From: DJ-Anonyme@webtv.net
Date: 29 Apr 2005


Vicki wrote:

"But I'm still back to my underlying question, I guess. What do people enjoy about the plot-driven novels that they don't find in the character-driven ones? It's not simplicity, that's obvious."

I like to think that the best crime fiction (all fiction, for that matter) balances plot and character, but I've got to admit that most leans one way or the other. Even though I tend to prefer PIs, I think my taste probably falls a bit more into the character side. For instance, my favorite Chandler is The Long Goodbye, which is far more about Marlowe's character than the somewhat transparent plot. Similarly, I don't remember a whole lot about the plots of James Sallis's Lew Griffin books, but that doesn't keep me from rating them very, very high.

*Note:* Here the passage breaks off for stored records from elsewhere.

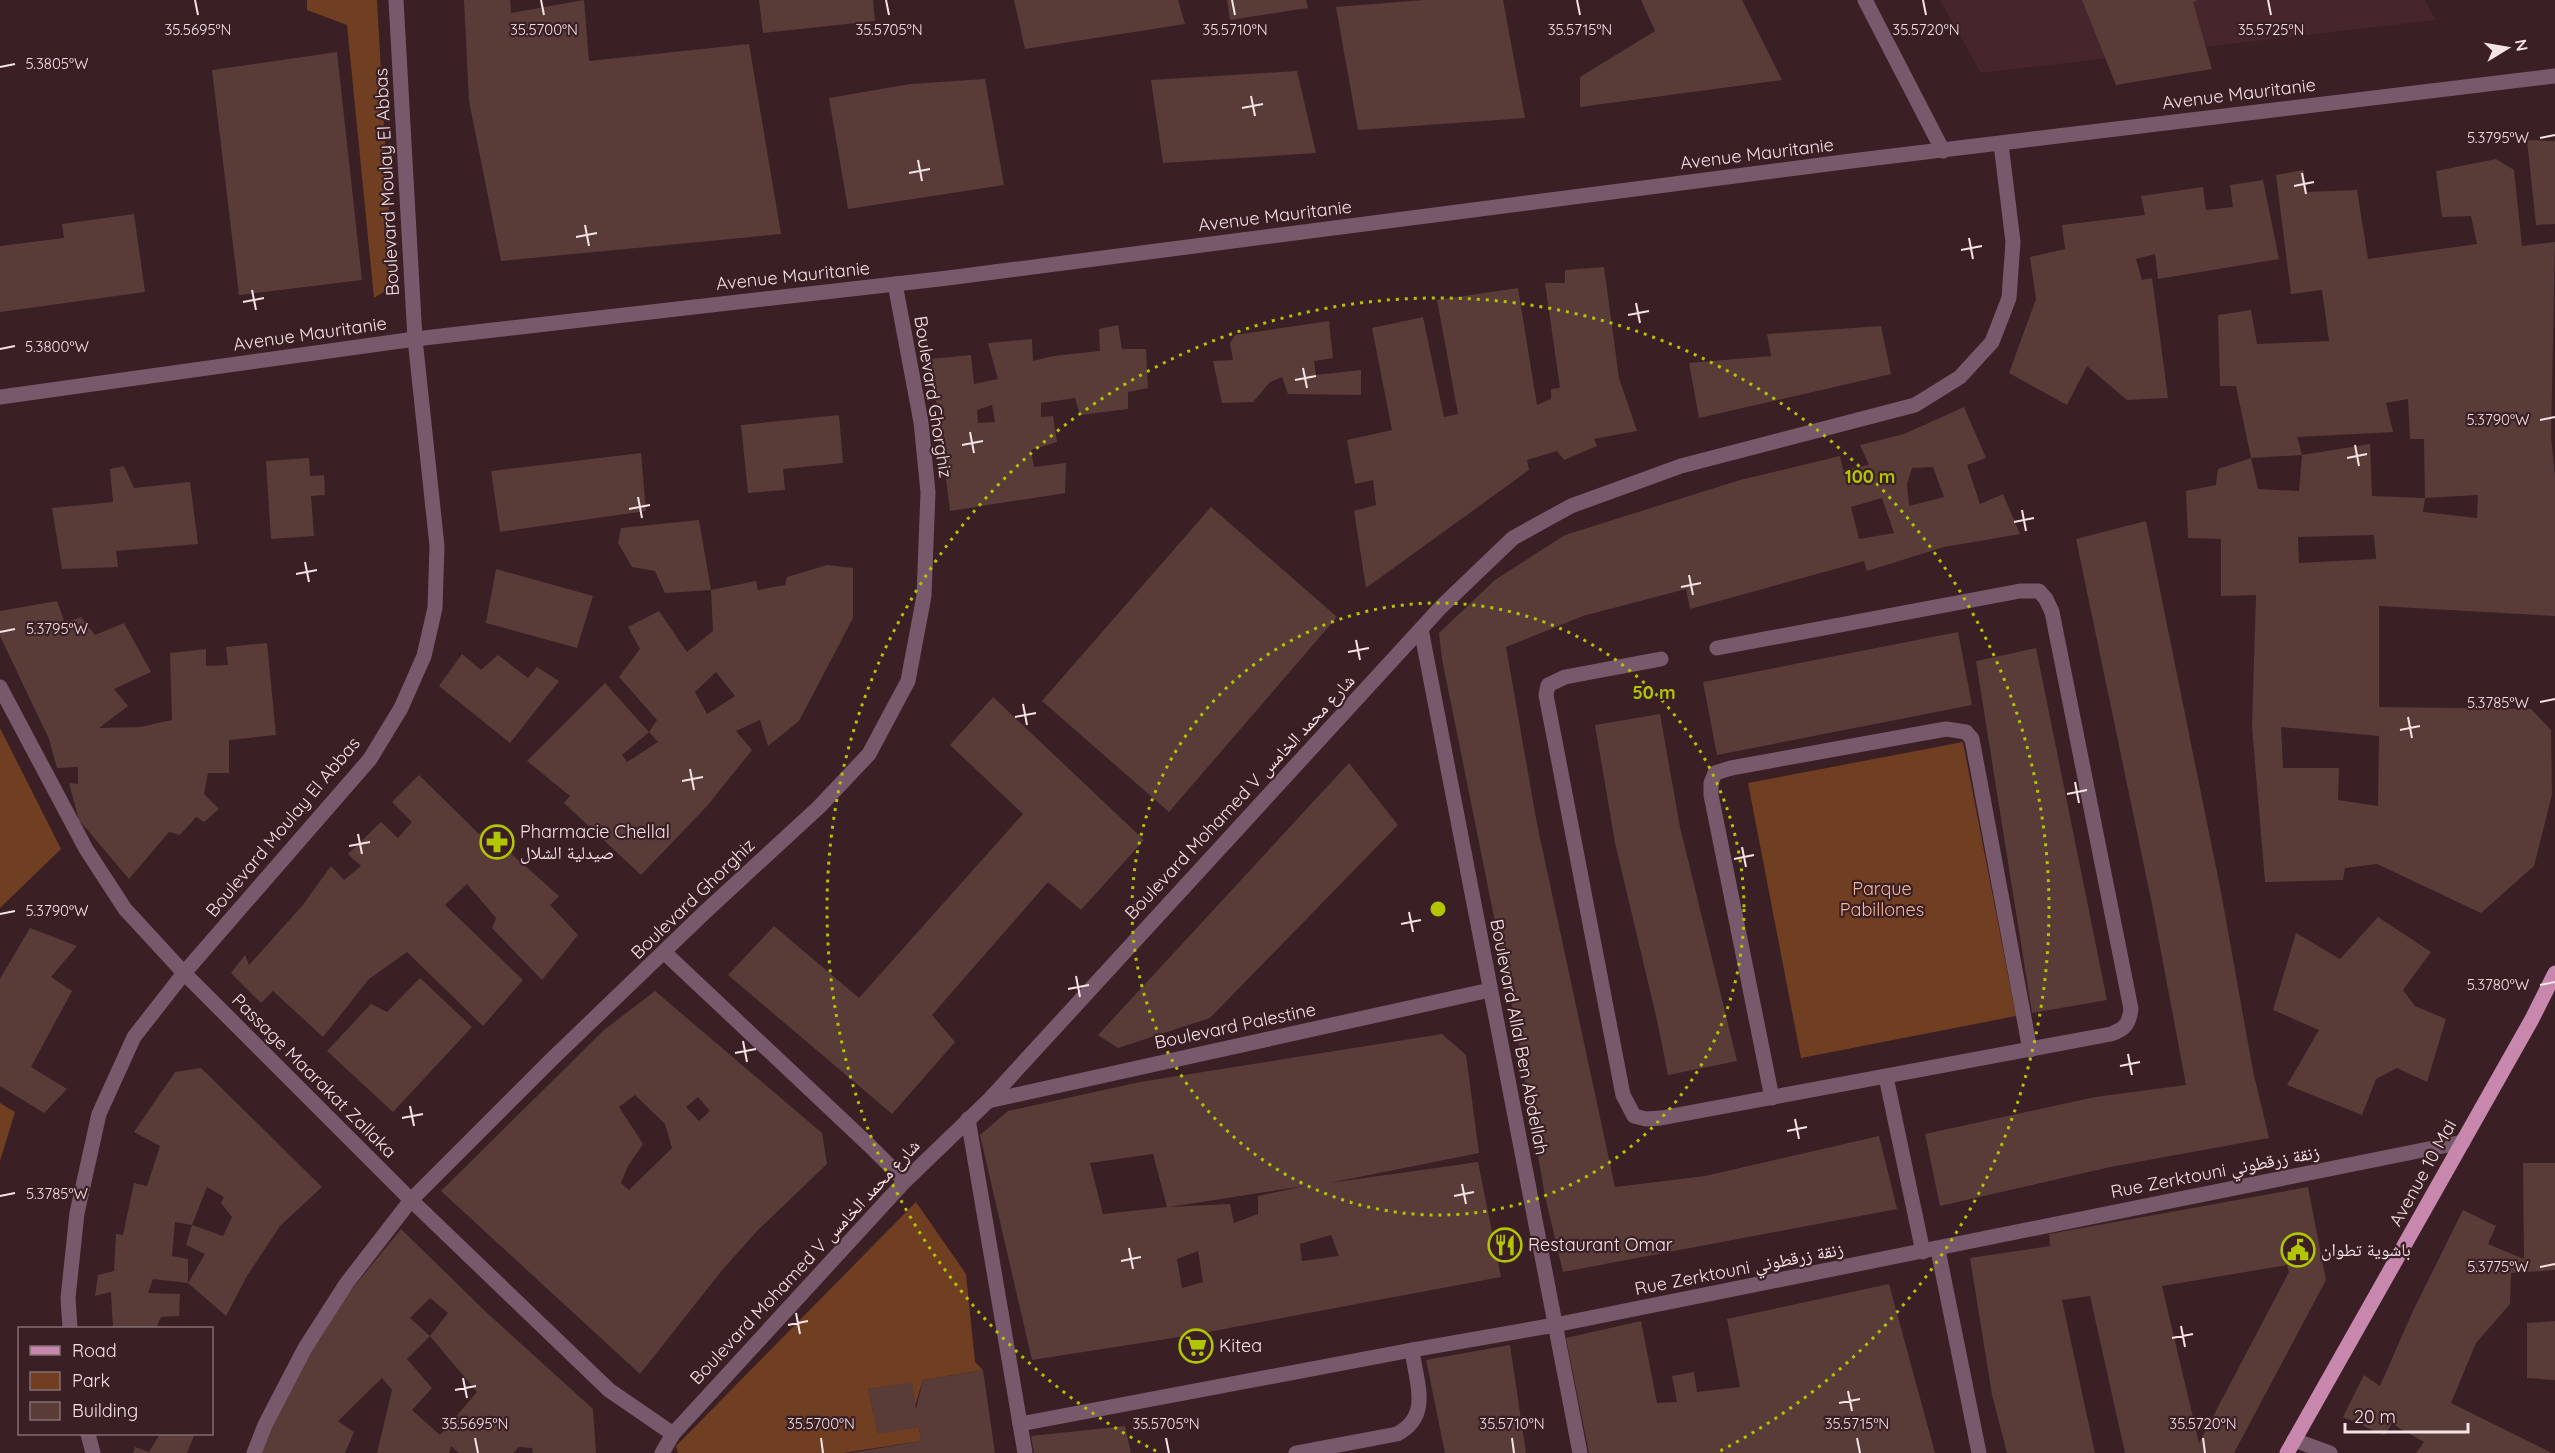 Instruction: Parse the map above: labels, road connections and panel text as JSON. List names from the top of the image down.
{
  "streets": {
    "main road": ["Avenue 10 Mai"],
    "street": [
      "Avenue Mauritanie",
      "Boulevard Moulay El Abbas",
      "Boulevard Ghorghiz",
      "Boulevard Mohamed V شارع محمد الخامس",
      "Boulevard Palestine",
      "Boulevard Allal Ben Abdellah",
      "Passage Maarakat Zallaka",
      "Rue Zerktouni زنقة زرقطوني"
    ]
  },
  "crossings": [
    ["Avenue Mauritanie", "Boulevard Moulay El Abbas"],
    ["Avenue Mauritanie", "Boulevard Ghorghiz"],
    ["Avenue Mauritanie", "Boulevard Mohamed V شارع محمد الخامس"],
    ["Boulevard Moulay El Abbas", "Passage Maarakat Zallaka"],
    ["Boulevard Ghorghiz", "Passage Maarakat Zallaka"],
    ["Boulevard Mohamed V شارع محمد الخامس", "Boulevard Palestine"],
    ["Boulevard Mohamed V شارع محمد الخامس", "Boulevard Allal Ben Abdellah"],
    ["Boulevard Mohamed V شارع محمد الخامس", "Passage Maarakat Zallaka"],
    ["Boulevard Palestine", "Boulevard Allal Ben Abdellah"],
    ["Boulevard Allal Ben Abdellah", "Rue Zerktouni زنقة زرقطوني"],
    ["Rue Zerktouni زنقة زرقطوني", "Avenue 10 Mai"]
  ],
  "parks": ["Parque Pabillones"],
  "places": {
    "pharmacy": ["Pharmacie Chellal صيدلية الشلال"],
    "restaurant": ["Restaurant Omar"],
    "public building": ["باشوية تطوان"],
    "supermarket": ["Kitea"]
  },
  "legend": ["Road", "Park", "Building"],
  "scale_bar": "20 m",
  "north": "right",
  "coordinates": [
    "35.5695°N",
    "35.5700°N",
    "35.5705°N",
    "35.5710°N",
    "35.5715°N",
    "35.5720°N",
    "35.5725°N",
    "5.3805°W",
    "5.3795°W",
    "5.3800°W",
    "5.3790°W",
    "5.3785°W",
    "5.3780°W",
    "5.3775°W"
  ],
  "rings": ["100 m", "50 m"]
}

Even those series I read that are very intricately plotted still rely on character. For instance, the plots of Ian Rankin's Rebus books have become increasingly complicated, but you never get the feeling that the characters are slaves to the plot. It's easy to think that Richard Stark's Parker series is pure plot, but the problem I had with the latest, Nobody Runs Forever, is that Stark had Parker accepting and doing things that I don't think he ever would have; based on the character I knew from past books, he would have walked away from this caper. Similarly, I finally stopped reading Ellroy's novels because the characters became nothing more than pieces to be moved around his byzantine plot (well, that and the racism, homophobia, etc, that inreasingly seemed to be the writer's, not the characters', bigotries).

I don't read a whole lot of "blockbuster" thirllers, but one I did read and enjoy very much was Douglas Winters's Run. That said, I don't remember much about the characters except that you had the usual salt and pepper partnering of two undercover cops who didn't at first know the other was a cop. However, the plot moved so quickly (not to say I now remember much of that plot) that you sped past the lack of real character and plot inconsistencies. It was cinematic, an action-adventure film on the page. I can't believe it hasn't "become a major motion picture."

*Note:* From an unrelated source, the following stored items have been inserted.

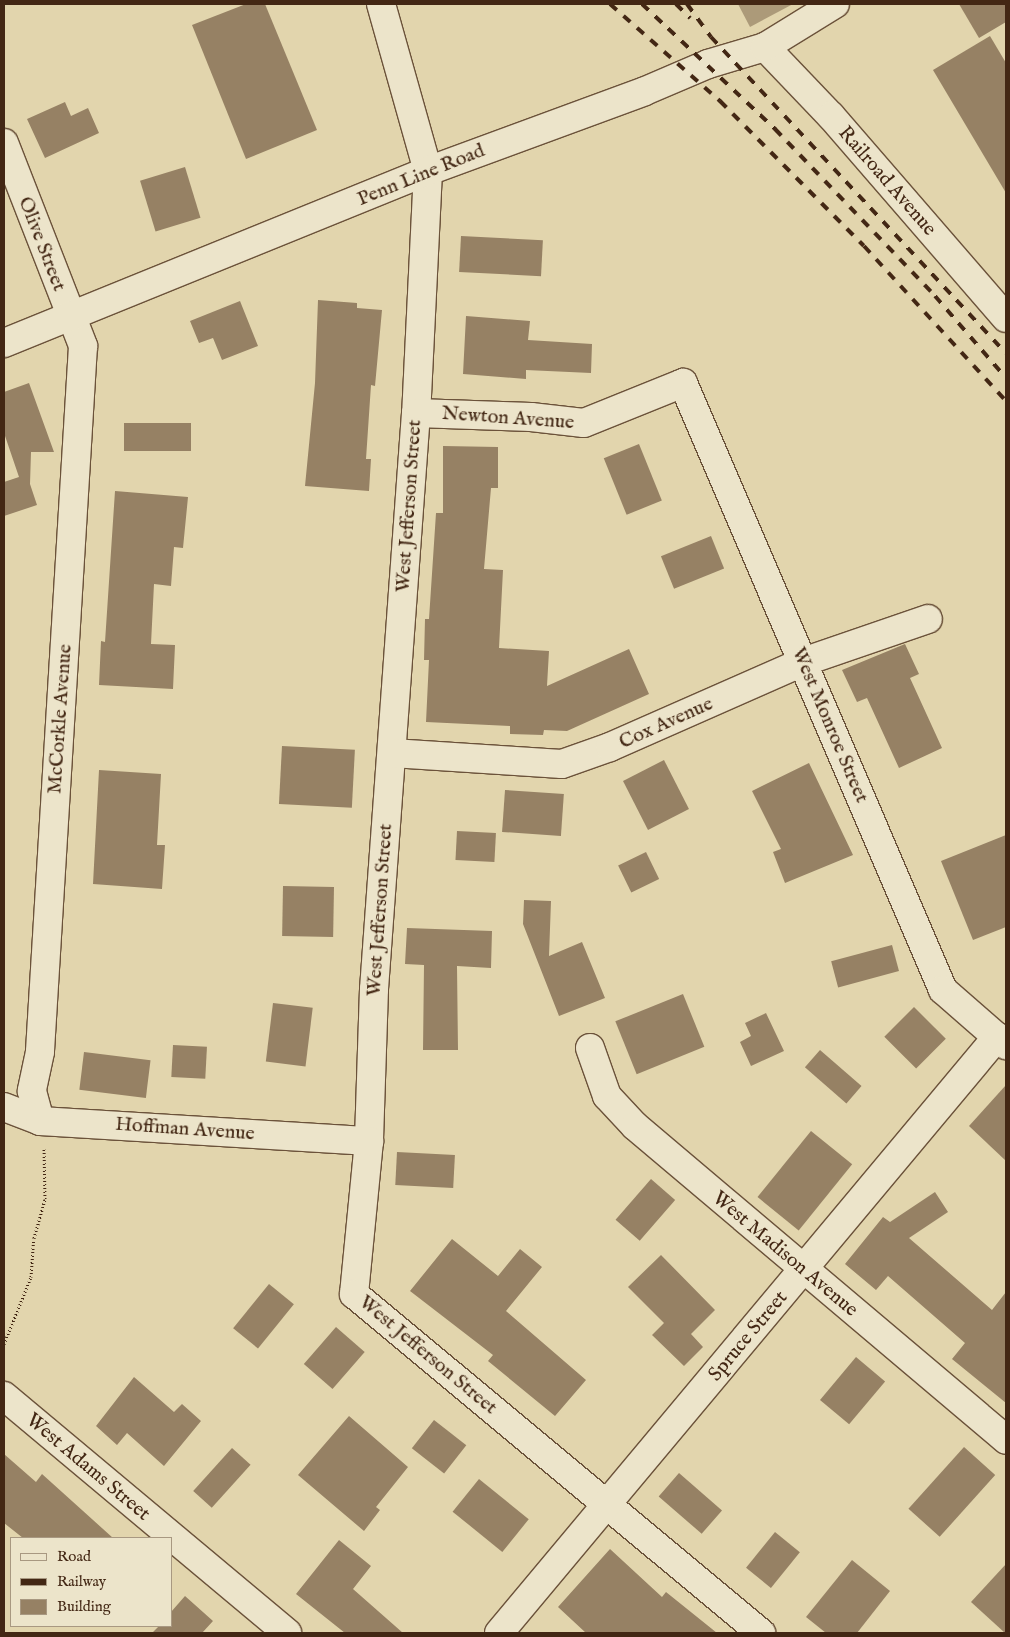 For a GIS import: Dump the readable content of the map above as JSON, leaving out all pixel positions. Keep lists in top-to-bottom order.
{
  "streets": {
    "street": [
      "Penn Line Road",
      "Railroad Avenue",
      "Olive Street",
      "Newton Avenue",
      "West Jefferson Street",
      "McCorkle Avenue",
      "Cox Avenue",
      "West Monroe Street",
      "Hoffman Avenue",
      "West Madison Avenue",
      "Spruce Street",
      "West Adams Street"
    ]
  },
  "crossings": [
    ["Penn Line Road", "Railroad Avenue"],
    ["Penn Line Road", "Olive Street"],
    ["Penn Line Road", "West Jefferson Street"],
    ["Penn Line Road", "McCorkle Avenue"],
    ["Olive Street", "McCorkle Avenue"],
    ["Newton Avenue", "West Jefferson Street"],
    ["Newton Avenue", "West Monroe Street"],
    ["West Jefferson Street", "Cox Avenue"],
    ["West Jefferson Street", "Hoffman Avenue"],
    ["West Jefferson Street", "Spruce Street"],
    ["McCorkle Avenue", "Hoffman Avenue"],
    ["Cox Avenue", "West Monroe Street"],
    ["West Monroe Street", "Spruce Street"],
    ["West Madison Avenue", "Spruce Street"]
  ],
  "legend": ["Road", "Railway", "Building"]
}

As for Lehane, I don't think he scrimps on character, even in something as plot-driven as Mystic River. In fact, I thought the movie failed because it stripped away so much of the characterization. For instance, it makes absolutely no sense whatsoever why Maria Gay Harden's character turns on her husband. There is no hint of the terrible internal turmoil that the book offered to explain her decision. Perhaps the terrible overacting, especially by Sean Penn (Bill Murray got robbed), was supposed to substitute for real depth of character and motivation.

I'm not sure why plot (often substituting caricature for character) is so much more popular, but I think it's obvious it is. Thomas Harris's Hannibal Lechter is always going to be better known than Patrick McGrath's Spider, both on the page and the screen.